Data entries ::
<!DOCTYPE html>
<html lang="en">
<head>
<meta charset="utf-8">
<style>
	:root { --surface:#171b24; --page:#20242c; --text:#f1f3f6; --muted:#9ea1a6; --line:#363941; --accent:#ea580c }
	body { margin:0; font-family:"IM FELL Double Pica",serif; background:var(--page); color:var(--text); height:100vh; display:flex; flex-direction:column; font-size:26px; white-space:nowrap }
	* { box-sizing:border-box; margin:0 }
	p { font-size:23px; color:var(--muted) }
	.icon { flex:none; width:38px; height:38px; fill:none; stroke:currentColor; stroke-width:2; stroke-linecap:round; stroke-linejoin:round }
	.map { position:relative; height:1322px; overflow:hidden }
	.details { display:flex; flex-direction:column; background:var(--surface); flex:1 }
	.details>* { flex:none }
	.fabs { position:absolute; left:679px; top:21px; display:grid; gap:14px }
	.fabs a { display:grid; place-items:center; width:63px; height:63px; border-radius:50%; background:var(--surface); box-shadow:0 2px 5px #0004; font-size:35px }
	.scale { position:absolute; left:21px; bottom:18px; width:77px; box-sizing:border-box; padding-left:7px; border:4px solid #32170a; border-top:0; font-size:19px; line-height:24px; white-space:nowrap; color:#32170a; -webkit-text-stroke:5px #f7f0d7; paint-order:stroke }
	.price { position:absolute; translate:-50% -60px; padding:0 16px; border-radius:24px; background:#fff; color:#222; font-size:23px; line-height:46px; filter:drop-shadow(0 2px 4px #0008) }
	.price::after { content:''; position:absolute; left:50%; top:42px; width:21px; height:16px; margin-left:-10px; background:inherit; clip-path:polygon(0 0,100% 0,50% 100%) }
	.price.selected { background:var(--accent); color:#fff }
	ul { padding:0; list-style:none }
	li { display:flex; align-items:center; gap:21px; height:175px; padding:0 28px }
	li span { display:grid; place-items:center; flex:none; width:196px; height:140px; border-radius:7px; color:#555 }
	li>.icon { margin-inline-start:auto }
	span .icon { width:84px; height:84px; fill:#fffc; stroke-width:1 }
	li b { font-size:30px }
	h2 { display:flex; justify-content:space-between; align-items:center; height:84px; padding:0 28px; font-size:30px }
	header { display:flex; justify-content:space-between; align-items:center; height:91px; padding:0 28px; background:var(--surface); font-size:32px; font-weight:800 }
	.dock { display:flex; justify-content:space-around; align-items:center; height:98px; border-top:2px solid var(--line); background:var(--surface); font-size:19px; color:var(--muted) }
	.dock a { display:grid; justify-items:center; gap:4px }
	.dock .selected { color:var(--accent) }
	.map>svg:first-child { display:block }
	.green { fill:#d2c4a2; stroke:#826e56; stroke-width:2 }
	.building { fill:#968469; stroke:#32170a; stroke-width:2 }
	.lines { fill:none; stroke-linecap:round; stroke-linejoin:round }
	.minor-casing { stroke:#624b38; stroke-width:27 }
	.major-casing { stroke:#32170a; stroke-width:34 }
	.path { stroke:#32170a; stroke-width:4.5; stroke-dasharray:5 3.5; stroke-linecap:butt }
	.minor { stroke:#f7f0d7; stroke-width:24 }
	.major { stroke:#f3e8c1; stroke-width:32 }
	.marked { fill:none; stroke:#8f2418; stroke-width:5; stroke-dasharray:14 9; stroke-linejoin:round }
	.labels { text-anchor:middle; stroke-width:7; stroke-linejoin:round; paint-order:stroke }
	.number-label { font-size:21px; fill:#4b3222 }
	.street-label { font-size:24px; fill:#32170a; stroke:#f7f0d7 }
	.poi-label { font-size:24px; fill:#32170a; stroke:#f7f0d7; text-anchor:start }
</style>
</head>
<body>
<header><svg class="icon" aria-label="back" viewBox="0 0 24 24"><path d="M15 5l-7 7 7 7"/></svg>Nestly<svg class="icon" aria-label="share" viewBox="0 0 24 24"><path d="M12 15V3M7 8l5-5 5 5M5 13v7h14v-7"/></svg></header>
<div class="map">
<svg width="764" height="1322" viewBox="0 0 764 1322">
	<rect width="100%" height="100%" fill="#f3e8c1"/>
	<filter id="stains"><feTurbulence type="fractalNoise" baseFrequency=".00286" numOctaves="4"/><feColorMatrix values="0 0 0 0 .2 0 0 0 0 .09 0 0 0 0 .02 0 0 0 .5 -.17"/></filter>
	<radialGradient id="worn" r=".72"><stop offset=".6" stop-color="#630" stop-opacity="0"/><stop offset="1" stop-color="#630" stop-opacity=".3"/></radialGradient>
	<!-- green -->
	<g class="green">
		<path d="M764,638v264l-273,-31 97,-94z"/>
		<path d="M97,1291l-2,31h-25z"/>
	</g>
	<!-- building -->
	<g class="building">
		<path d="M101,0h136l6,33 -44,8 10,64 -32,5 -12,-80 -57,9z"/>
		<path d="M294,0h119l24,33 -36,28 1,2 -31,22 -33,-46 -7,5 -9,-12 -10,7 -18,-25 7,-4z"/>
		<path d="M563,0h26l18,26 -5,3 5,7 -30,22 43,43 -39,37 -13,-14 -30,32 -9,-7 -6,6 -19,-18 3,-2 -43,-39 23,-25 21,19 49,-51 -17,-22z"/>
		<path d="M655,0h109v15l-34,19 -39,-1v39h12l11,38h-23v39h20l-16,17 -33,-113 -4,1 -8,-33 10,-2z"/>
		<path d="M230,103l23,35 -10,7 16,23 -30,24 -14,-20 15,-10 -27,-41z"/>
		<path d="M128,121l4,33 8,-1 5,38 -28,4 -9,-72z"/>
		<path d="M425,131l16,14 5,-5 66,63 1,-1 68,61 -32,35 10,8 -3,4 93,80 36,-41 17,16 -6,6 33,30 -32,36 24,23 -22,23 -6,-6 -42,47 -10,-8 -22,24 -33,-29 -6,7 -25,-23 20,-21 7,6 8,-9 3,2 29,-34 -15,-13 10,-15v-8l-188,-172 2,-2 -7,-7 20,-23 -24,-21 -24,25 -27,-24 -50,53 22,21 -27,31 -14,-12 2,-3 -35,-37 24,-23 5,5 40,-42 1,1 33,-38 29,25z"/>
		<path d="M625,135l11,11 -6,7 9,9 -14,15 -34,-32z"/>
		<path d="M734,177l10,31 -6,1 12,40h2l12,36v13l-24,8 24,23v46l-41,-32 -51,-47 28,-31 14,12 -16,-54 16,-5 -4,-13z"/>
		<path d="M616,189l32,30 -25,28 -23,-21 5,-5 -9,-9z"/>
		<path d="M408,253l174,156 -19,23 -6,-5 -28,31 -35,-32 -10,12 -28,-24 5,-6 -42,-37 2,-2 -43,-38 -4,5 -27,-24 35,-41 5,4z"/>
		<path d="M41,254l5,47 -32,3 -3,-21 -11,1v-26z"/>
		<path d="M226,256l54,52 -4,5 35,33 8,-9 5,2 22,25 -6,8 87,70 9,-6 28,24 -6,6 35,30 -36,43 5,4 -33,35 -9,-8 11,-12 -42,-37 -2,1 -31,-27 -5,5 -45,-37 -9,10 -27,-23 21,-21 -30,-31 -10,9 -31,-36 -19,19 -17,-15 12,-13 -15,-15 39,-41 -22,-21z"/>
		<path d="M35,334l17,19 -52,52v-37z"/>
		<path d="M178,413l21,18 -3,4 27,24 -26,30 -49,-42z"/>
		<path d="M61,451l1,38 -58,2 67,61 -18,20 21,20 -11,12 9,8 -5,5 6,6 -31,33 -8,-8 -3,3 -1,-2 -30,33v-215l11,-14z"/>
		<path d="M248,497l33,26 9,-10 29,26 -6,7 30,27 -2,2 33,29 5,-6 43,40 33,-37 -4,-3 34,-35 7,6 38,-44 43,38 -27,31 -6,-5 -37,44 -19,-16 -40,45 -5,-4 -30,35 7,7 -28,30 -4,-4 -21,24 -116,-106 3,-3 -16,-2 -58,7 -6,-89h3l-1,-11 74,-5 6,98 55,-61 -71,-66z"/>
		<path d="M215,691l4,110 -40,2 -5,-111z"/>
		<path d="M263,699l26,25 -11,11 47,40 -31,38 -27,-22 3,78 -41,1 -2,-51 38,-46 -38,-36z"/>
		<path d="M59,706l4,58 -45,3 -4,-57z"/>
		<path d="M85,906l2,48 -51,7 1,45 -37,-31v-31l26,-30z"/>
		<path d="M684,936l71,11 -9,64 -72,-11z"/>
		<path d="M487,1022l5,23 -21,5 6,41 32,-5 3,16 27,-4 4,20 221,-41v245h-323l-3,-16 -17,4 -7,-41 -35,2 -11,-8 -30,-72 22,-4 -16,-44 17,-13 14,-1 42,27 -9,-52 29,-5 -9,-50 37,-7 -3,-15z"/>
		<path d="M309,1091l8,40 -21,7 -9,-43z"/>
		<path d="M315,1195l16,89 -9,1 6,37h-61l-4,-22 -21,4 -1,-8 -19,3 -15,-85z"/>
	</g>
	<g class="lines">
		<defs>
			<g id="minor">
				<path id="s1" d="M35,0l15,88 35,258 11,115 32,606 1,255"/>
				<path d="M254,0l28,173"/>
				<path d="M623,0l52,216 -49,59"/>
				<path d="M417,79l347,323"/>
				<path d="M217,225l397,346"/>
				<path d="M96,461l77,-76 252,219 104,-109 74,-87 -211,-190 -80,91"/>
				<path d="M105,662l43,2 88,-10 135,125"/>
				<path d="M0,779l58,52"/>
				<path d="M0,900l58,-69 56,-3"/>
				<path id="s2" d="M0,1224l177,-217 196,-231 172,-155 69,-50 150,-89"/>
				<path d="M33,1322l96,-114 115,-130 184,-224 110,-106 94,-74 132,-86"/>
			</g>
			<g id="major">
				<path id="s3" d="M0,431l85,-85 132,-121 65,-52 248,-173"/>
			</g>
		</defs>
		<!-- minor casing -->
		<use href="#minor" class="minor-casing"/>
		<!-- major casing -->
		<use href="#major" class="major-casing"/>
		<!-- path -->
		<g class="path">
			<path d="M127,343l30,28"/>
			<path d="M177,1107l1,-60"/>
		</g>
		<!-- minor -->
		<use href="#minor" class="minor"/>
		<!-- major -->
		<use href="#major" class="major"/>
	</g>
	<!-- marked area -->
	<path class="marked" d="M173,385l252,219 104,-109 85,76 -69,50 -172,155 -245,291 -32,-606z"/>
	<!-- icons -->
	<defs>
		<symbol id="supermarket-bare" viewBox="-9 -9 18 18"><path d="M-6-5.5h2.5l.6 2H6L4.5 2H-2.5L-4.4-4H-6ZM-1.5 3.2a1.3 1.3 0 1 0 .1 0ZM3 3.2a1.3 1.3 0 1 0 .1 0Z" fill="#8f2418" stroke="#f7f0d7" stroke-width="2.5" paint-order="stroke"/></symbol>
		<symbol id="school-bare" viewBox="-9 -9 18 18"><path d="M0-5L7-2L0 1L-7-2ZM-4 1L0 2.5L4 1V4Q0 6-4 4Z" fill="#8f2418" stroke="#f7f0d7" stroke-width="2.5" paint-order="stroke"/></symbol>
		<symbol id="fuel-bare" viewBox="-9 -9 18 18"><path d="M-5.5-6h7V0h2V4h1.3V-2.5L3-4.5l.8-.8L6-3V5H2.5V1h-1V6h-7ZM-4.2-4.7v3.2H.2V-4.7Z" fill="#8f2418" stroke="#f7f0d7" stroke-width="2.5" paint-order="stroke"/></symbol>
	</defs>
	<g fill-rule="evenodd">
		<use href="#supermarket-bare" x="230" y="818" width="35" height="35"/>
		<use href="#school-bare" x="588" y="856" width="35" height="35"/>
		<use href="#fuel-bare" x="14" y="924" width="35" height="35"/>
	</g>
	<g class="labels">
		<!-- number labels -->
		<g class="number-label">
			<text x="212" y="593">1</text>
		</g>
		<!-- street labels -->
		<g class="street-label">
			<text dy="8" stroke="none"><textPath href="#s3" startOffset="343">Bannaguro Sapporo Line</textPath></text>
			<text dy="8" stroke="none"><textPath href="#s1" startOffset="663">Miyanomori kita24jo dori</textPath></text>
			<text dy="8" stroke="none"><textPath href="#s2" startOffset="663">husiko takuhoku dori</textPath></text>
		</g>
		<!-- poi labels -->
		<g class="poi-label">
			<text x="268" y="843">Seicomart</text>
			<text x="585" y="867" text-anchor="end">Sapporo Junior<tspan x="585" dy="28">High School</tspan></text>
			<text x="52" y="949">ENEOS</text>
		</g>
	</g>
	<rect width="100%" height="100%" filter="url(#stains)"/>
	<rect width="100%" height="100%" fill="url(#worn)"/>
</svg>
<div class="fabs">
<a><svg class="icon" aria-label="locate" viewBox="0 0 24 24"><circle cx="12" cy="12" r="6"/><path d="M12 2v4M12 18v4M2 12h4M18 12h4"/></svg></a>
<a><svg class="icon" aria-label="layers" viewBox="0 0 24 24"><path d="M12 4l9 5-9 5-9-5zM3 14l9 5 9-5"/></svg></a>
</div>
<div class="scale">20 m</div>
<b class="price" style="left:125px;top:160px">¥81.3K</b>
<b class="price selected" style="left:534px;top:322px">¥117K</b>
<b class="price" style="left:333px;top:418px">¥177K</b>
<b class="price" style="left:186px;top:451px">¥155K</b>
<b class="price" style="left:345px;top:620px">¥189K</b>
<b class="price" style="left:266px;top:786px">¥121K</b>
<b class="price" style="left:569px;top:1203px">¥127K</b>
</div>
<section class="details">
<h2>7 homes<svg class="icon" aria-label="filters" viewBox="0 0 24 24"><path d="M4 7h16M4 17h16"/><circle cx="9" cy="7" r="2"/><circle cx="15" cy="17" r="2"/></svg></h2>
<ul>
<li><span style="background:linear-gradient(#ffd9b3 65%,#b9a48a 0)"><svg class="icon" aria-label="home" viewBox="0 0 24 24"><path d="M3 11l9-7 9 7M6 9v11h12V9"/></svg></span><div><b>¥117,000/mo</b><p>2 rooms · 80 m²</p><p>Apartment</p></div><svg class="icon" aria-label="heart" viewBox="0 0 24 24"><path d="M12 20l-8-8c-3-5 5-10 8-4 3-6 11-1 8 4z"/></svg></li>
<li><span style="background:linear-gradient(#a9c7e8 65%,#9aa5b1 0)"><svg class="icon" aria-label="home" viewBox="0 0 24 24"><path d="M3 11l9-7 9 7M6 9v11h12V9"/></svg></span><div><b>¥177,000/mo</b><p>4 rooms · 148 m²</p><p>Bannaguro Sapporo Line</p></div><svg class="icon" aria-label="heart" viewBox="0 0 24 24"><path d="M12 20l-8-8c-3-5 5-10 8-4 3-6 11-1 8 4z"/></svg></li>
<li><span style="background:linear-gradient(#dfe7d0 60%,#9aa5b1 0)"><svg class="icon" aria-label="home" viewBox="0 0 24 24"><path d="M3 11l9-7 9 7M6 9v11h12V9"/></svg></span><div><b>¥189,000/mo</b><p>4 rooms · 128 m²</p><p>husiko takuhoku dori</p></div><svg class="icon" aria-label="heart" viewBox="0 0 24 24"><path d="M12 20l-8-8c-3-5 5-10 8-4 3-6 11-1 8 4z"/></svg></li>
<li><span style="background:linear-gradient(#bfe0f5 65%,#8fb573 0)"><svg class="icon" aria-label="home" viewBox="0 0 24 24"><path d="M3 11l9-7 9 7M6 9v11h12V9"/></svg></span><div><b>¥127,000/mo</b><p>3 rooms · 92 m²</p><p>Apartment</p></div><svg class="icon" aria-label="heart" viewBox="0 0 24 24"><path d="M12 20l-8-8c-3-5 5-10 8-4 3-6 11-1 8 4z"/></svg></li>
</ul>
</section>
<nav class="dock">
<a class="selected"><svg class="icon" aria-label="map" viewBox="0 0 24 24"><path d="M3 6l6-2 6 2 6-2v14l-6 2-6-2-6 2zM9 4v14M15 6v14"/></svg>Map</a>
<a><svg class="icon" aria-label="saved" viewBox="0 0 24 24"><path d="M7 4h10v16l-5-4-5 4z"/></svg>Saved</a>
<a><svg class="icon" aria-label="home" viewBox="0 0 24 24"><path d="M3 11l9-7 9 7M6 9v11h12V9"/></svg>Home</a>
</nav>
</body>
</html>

THE TASK ::
Up to and including the line with "--surface:#171b24; --page:#20242c; --text:#f1f3f6;", output every line of the records above exactly, starting from the first; output nothing else.

TASK RESPONSE ::
<!DOCTYPE html>
<html lang="en">
<head>
<meta charset="utf-8">
<style>
	:root { --surface:#171b24; --page:#20242c; --text:#f1f3f6; --muted:#9ea1a6; --line:#363941; --accent:#ea580c }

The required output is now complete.